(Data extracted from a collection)
• • • • •

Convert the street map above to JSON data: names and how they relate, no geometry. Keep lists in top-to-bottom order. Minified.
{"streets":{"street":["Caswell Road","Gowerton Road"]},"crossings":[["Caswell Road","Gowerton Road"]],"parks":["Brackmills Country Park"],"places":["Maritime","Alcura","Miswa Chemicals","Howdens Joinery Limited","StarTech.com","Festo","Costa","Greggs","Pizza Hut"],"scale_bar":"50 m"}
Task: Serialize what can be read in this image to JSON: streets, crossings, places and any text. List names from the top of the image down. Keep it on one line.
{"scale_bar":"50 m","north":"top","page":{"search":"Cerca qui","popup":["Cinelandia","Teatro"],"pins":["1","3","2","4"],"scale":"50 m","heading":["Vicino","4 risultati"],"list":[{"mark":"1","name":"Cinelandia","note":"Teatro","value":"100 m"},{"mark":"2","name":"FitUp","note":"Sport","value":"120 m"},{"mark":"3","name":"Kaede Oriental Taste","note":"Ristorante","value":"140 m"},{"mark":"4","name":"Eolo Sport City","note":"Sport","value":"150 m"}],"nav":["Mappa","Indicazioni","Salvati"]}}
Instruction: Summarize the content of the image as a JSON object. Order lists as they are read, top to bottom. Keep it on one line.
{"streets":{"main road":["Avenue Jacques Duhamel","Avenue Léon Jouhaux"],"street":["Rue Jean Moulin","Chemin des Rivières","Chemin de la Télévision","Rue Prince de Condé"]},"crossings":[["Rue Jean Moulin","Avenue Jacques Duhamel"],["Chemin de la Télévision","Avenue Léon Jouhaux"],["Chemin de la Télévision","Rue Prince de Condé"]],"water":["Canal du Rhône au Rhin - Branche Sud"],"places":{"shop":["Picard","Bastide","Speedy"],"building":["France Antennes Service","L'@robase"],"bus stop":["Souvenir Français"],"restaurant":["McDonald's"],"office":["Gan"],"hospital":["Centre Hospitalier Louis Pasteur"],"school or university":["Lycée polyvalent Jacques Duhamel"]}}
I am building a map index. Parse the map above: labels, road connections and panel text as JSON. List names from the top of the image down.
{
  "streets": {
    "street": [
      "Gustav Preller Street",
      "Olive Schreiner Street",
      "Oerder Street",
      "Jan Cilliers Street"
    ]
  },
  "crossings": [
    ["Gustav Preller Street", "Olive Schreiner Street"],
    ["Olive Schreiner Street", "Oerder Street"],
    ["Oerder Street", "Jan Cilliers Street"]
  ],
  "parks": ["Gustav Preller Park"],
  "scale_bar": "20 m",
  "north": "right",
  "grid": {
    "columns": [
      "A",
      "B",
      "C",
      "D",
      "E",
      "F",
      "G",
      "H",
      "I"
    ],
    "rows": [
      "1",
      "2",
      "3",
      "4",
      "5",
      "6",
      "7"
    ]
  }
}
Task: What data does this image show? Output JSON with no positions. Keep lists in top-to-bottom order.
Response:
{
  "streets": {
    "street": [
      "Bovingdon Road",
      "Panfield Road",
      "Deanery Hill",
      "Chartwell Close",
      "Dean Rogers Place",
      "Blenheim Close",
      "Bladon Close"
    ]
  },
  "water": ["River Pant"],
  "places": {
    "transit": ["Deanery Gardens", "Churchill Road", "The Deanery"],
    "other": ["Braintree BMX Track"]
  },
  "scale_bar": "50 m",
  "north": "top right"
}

• • • • •

How to complete this task -
All of the records above are to be returned exactly as they stand.

Output for this exercise -
Convert the street map above to JSON data: names and how they relate, no geometry. Keep lists in top-to-bottom order. Minified.
{"streets":{"street":["Caswell Road","Gowerton Road"]},"crossings":[["Caswell Road","Gowerton Road"]],"parks":["Brackmills Country Park"],"places":["Maritime","Alcura","Miswa Chemicals","Howdens Joinery Limited","StarTech.com","Festo","Costa","Greggs","Pizza Hut"],"scale_bar":"50 m"}
Task: Serialize what can be read in this image to JSON: streets, crossings, places and any text. List names from the top of the image down. Keep it on one line.
{"scale_bar":"50 m","north":"top","page":{"search":"Cerca qui","popup":["Cinelandia","Teatro"],"pins":["1","3","2","4"],"scale":"50 m","heading":["Vicino","4 risultati"],"list":[{"mark":"1","name":"Cinelandia","note":"Teatro","value":"100 m"},{"mark":"2","name":"FitUp","note":"Sport","value":"120 m"},{"mark":"3","name":"Kaede Oriental Taste","note":"Ristorante","value":"140 m"},{"mark":"4","name":"Eolo Sport City","note":"Sport","value":"150 m"}],"nav":["Mappa","Indicazioni","Salvati"]}}
Instruction: Summarize the content of the image as a JSON object. Order lists as they are read, top to bottom. Keep it on one line.
{"streets":{"main road":["Avenue Jacques Duhamel","Avenue Léon Jouhaux"],"street":["Rue Jean Moulin","Chemin des Rivières","Chemin de la Télévision","Rue Prince de Condé"]},"crossings":[["Rue Jean Moulin","Avenue Jacques Duhamel"],["Chemin de la Télévision","Avenue Léon Jouhaux"],["Chemin de la Télévision","Rue Prince de Condé"]],"water":["Canal du Rhône au Rhin - Branche Sud"],"places":{"shop":["Picard","Bastide","Speedy"],"building":["France Antennes Service","L'@robase"],"bus stop":["Souvenir Français"],"restaurant":["McDonald's"],"office":["Gan"],"hospital":["Centre Hospitalier Louis Pasteur"],"school or university":["Lycée polyvalent Jacques Duhamel"]}}
I am building a map index. Parse the map above: labels, road connections and panel text as JSON. List names from the top of the image down.
{
  "streets": {
    "street": [
      "Gustav Preller Street",
      "Olive Schreiner Street",
      "Oerder Street",
      "Jan Cilliers Street"
    ]
  },
  "crossings": [
    ["Gustav Preller Street", "Olive Schreiner Street"],
    ["Olive Schreiner Street", "Oerder Street"],
    ["Oerder Street", "Jan Cilliers Street"]
  ],
  "parks": ["Gustav Preller Park"],
  "scale_bar": "20 m",
  "north": "right",
  "grid": {
    "columns": [
      "A",
      "B",
      "C",
      "D",
      "E",
      "F",
      "G",
      "H",
      "I"
    ],
    "rows": [
      "1",
      "2",
      "3",
      "4",
      "5",
      "6",
      "7"
    ]
  }
}
Task: What data does this image show? Output JSON with no positions. Keep lists in top-to-bottom order.
Response:
{
  "streets": {
    "street": [
      "Bovingdon Road",
      "Panfield Road",
      "Deanery Hill",
      "Chartwell Close",
      "Dean Rogers Place",
      "Blenheim Close",
      "Bladon Close"
    ]
  },
  "water": ["River Pant"],
  "places": {
    "transit": ["Deanery Gardens", "Churchill Road", "The Deanery"],
    "other": ["Braintree BMX Track"]
  },
  "scale_bar": "50 m",
  "north": "top right"
}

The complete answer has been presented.